(Collected data entries)
——————

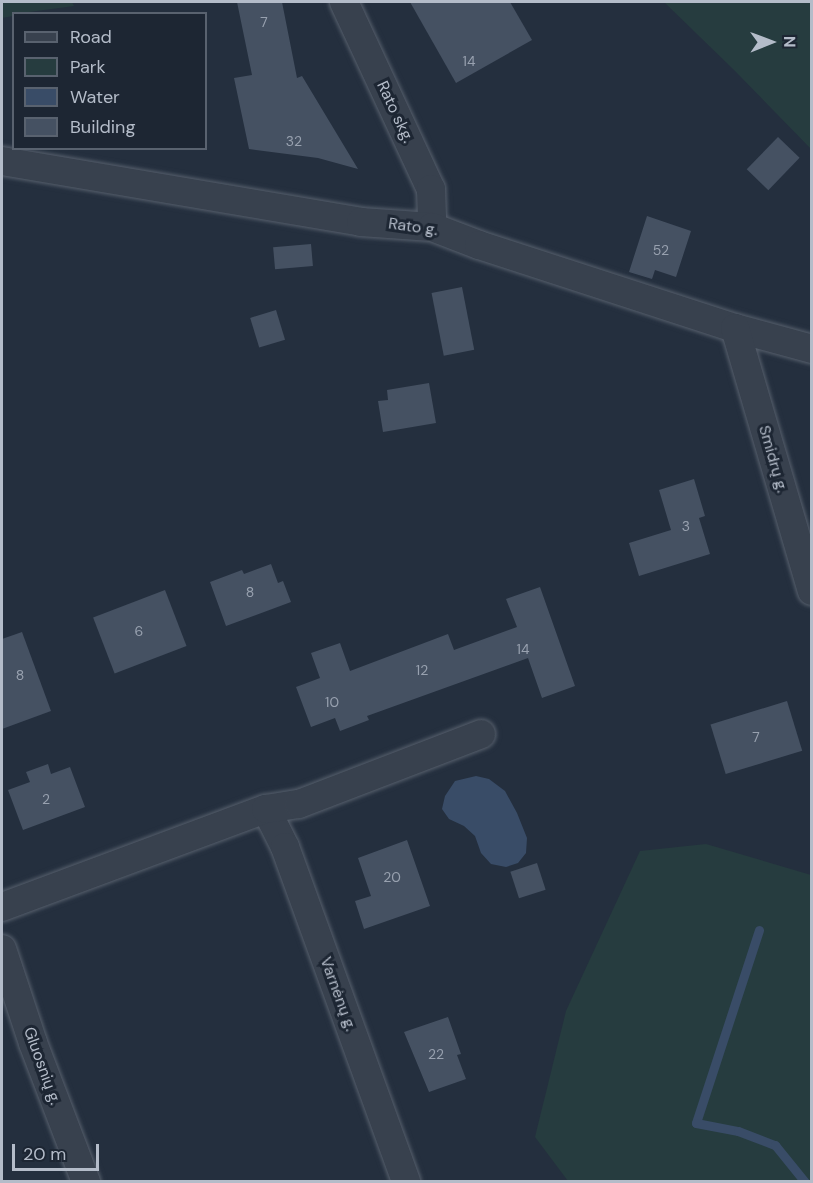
<!DOCTYPE html>
<html>
<head>
<meta charset="utf-8">
<style>
	body { margin:0 }
	#map { position:relative; width:813px; height:1183px; overflow:hidden; background:#242f3e; font-family:"DM Sans",sans-serif }
	div>[style] { position:absolute }
	.green>* { inset:0; background:#263c3f }
	.water>* { inset:0; background:#394c67 }
	.stream>* { height:9px; margin:-4.5px; padding:0 4.5px; transform-origin:4.5px; border-radius:4.5px; background:#394c67 }
	.building>* { inset:0; background:#455162; transform-origin:0 0 }
	.roads { filter:drop-shadow(0 0 2px #565f6c) drop-shadow(0 0 2px #565f6c) }
	.minor>* { height:28px; margin:-14px; padding:0 14px; transform-origin:14px; border-radius:14px; background:#38414e }
	span { translate:-50% -50%; white-space:nowrap; text-align:center; line-height:1.15; -webkit-text-stroke:6px #1d2633; paint-order:stroke }
	.number-label { font-size:14px; color:#98a1af }
	.number-label span { -webkit-text-stroke-width:0 }
	.street-label { font-size:16px; color:#b4bcc9 }
	.frame { position:absolute; inset:0; border:3px solid #b4bcc9; pointer-events:none }
	.legend { position:absolute; left:12px; top:12px; width:195px; height:138px; box-sizing:border-box; background:#1d2633; border:2px solid #59626f; margin:0; padding:8px 10px; list-style:none; font-size:18px; color:#b4bcc9 }
	.legend li { display:flex; align-items:center; gap:12px; height:30px }
	.legend b { width:30px; border:2px solid #59626f }
	.north { position:absolute; left:741px; top:12px; width:60px; height:60px; -webkit-text-stroke:4px #1d2633; paint-order:stroke; rotate:89deg; font-size:16px; font-weight:700; line-height:24px; text-align:center; color:#b4bcc9 }
	.north::after { content:''; display:block; margin:auto; width:21px; height:27px; background:#b4bcc9; clip-path:polygon(50% 0,100% 100%,50% 72%,0 100%) }
	.scale { position:absolute; left:12px; top:1144px; width:87px; height:27px; box-sizing:border-box; border:3px solid #b4bcc9; border-top:0; padding-left:8px; font-size:18px; line-height:21px; white-space:nowrap; color:#b4bcc9; -webkit-text-stroke:4px #1d2633; paint-order:stroke }
</style>
</head>
<body>
<div id="map">
	<div class="green">
		<div style="clip-path:polygon(2px 2px,72px 2px,74px 6px,14px 14px,13px 16px,2px 18px)"></div>
		<div style="clip-path:polygon(664px 2px,811px 2px,811px 149px,735px 71px)"></div>
		<div style="clip-path:polygon(706px 844px,811px 875px,811px 1181px,568px 1181px,535px 1137px,566px 1011px,640px 851px)"></div>
	</div>
	<div class="water">
		<div style="clip-path:polygon(476px 776px,489px 779px,505px 791px,517px 813px,527px 838px,526px 853px,518px 863px,506px 867px,491px 864px,481px 853px,475px 836px,464px 826px,449px 819px,442px 809px,445px 796px,455px 781px)"></div>
	</div>
	<div class="stream">
		<div style="left:759px;top:930px;width:203px;rotate:108.1deg"></div>
		<div style="left:696px;top:1123px;width:43px;rotate:10.8deg"></div>
		<div style="left:738px;top:1131px;width:40px;rotate:21deg"></div>
		<div style="left:775px;top:1145px;width:48px;rotate:51deg"></div>
	</div>
	<div class="building">
		<div style="clip-path:polygon(237px 2px,282px 2px,297px 78px,302px 76px,358px 169px,318px 158px,249px 149px,234px 78px,252px 75px)"></div>
		<div style="clip-path:polygon(410px 2px,510px 2px,532px 40px,456px 83px)"></div>
		<div style="left:778px;top:137px;width:30px;height:45px;rotate:44deg"></div>
		<div style="clip-path:polygon(647px 216px,691px 231px,676px 277px,655px 270px,652px 279px,629px 272px)"></div>
		<div style="left:311px;top:244px;width:22px;height:38px;rotate:85deg"></div>
		<div style="left:462px;top:287px;width:64px;height:31px;rotate:79deg"></div>
		<div style="left:276px;top:310px;width:31px;height:27px;rotate:73deg"></div>
		<div style="clip-path:polygon(429px 383px,436px 423px,383px 432px,378px 401px,388px 400px,387px 390px)"></div>
		<div style="clip-path:polygon(694px 479px,705px 516px,699px 518px,710px 554px,639px 576px,629px 543px,671px 530px,659px 490px)"></div>
		<div style="clip-path:polygon(271px 564px,278px 583px,283px 581px,291px 602px,226px 626px,210px 582px,242px 570px,244px 574px)"></div>
		<div style="clip-path:polygon(540px 587px,575px 686px,542px 698px,528px 658px,367px 716px,369px 720px,340px 731px,335px 718px,311px 727px,296px 687px,320px 678px,311px 653px,340px 643px,350px 671px,448px 634px,454px 650px,517px 627px,506px 599px)"></div>
		<div style="left:165px;top:590px;width:60px;height:77px;rotate:69deg"></div>
		<div style="clip-path:polygon(22px 632px,51px 711px,2px 729px,2px 639px)"></div>
		<div style="left:787px;top:701px;width:52px;height:80px;rotate:73deg"></div>
		<div style="clip-path:polygon(48px 764px,51px 774px,70px 767px,85px 807px,23px 830px,8px 790px,30px 782px,26px 772px)"></div>
		<div style="clip-path:polygon(407px 840px,430px 906px,364px 929px,355px 901px,371px 896px,358px 858px)"></div>
		<div style="left:537px;top:863px;width:28px;height:28px;rotate:72deg"></div>
		<div style="clip-path:polygon(448px 1017px,461px 1054px,457px 1055px,466px 1079px,429px 1092px,404px 1032px)"></div>
	</div>
	<div class="roads">
		<div class="minor">
			<div style="left:344px;top:2px;width:206px;rotate:65.1deg"></div>
			<div style="left:431px;top:189px;width:38px;rotate:88deg"></div>
			<div style="left:2px;top:161px;width:364px;rotate:9.6deg"></div>
			<div style="left:361px;top:222px;width:71px;rotate:4deg"></div>
			<div style="left:432px;top:227px;width:50px;rotate:21deg"></div>
			<div style="left:479px;top:245px;width:269px;rotate:18deg"></div>
			<div style="left:735px;top:328px;width:80px;rotate:15.3deg"></div>
			<div style="left:735px;top:328px;width:274px;rotate:73.7deg"></div>
			<div style="left:266px;top:809px;width:42px;rotate:63.4deg"></div>
			<div style="left:285px;top:847px;width:356px;rotate:70.1deg"></div>
			<div style="left:2px;top:907px;width:282px;rotate:-20.4deg"></div>
			<div style="left:266px;top:809px;width:33px;rotate:-9deg"></div>
			<div style="left:299px;top:804px;width:195px;rotate:-21deg"></div>
			<div style="left:2px;top:949px;width:99px;rotate:71.7deg"></div>
			<div style="left:33px;top:1043px;width:149px;rotate:69.1deg"></div>
		</div>
	</div>
	<div class="number-label">
		<span style="left:264px;top:22px">7</span>
		<span style="left:469px;top:61px">14</span>
		<span style="left:294px;top:141px">32</span>
		<span style="left:661px;top:250px">52</span>
		<span style="left:686px;top:526px">3</span>
		<span style="left:250px;top:592px">8</span>
		<span style="left:139px;top:631px">6</span>
		<span style="left:523px;top:649px">14</span>
		<span style="left:422px;top:670px">12</span>
		<span style="left:20px;top:675px">8</span>
		<span style="left:332px;top:702px">10</span>
		<span style="left:756px;top:737px">7</span>
		<span style="left:46px;top:799px">2</span>
		<span style="left:392px;top:877px">20</span>
		<span style="left:436px;top:1054px">22</span>
	</div>
	<div class="street-label">
		<span style="left:395px;top:112px;rotate:65deg">Rato skg.</span>
		<span style="left:413px;top:227px;rotate:8deg">Rato g.</span>
		<span style="left:773px;top:459px;rotate:74deg">Smidrų g.</span>
		<span style="left:338px;top:994px;rotate:70deg">Varnėnų g.</span>
		<span style="left:42px;top:1066px;rotate:70deg">Gluosnių g.</span>
	</div>
	<div class="frame"></div>
	<ul class="legend">
	<li><b style="height:8px;background:#38414e"></b>Road</li>
	<li><b style="height:16px;background:#263c3f"></b>Park</li>
	<li><b style="height:16px;background:#394c67"></b>Water</li>
	<li><b style="height:16px;background:#455162"></b>Building</li>
	</ul>
	<div class="north">N</div>
	<div class="scale">20 m</div>
</div>
</body>
</html>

——————

Task brief
Each line above that holds the string "margin" should be copied and shown.

Solution to this task
	body { margin:0 }
	.stream>* { height:9px; margin:-4.5px; padding:0 4.5px; transform-origin:4.5px; border-radius:4.5px; background:#394c67 }
	.minor>* { height:28px; margin:-14px; padding:0 14px; transform-origin:14px; border-radius:14px; background:#38414e }
	.legend { position:absolute; left:12px; top:12px; width:195px; height:138px; box-sizing:border-box; background:#1d2633; border:2px solid #59626f; margin:0; padding:8px 10px; list-style:none; font-size:18px; color:#b4bcc9 }
	.north::after { content:''; display:block; margin:auto; width:21px; height:27px; background:#b4bcc9; clip-path:polygon(50% 0,100% 100%,50% 72%,0 100%) }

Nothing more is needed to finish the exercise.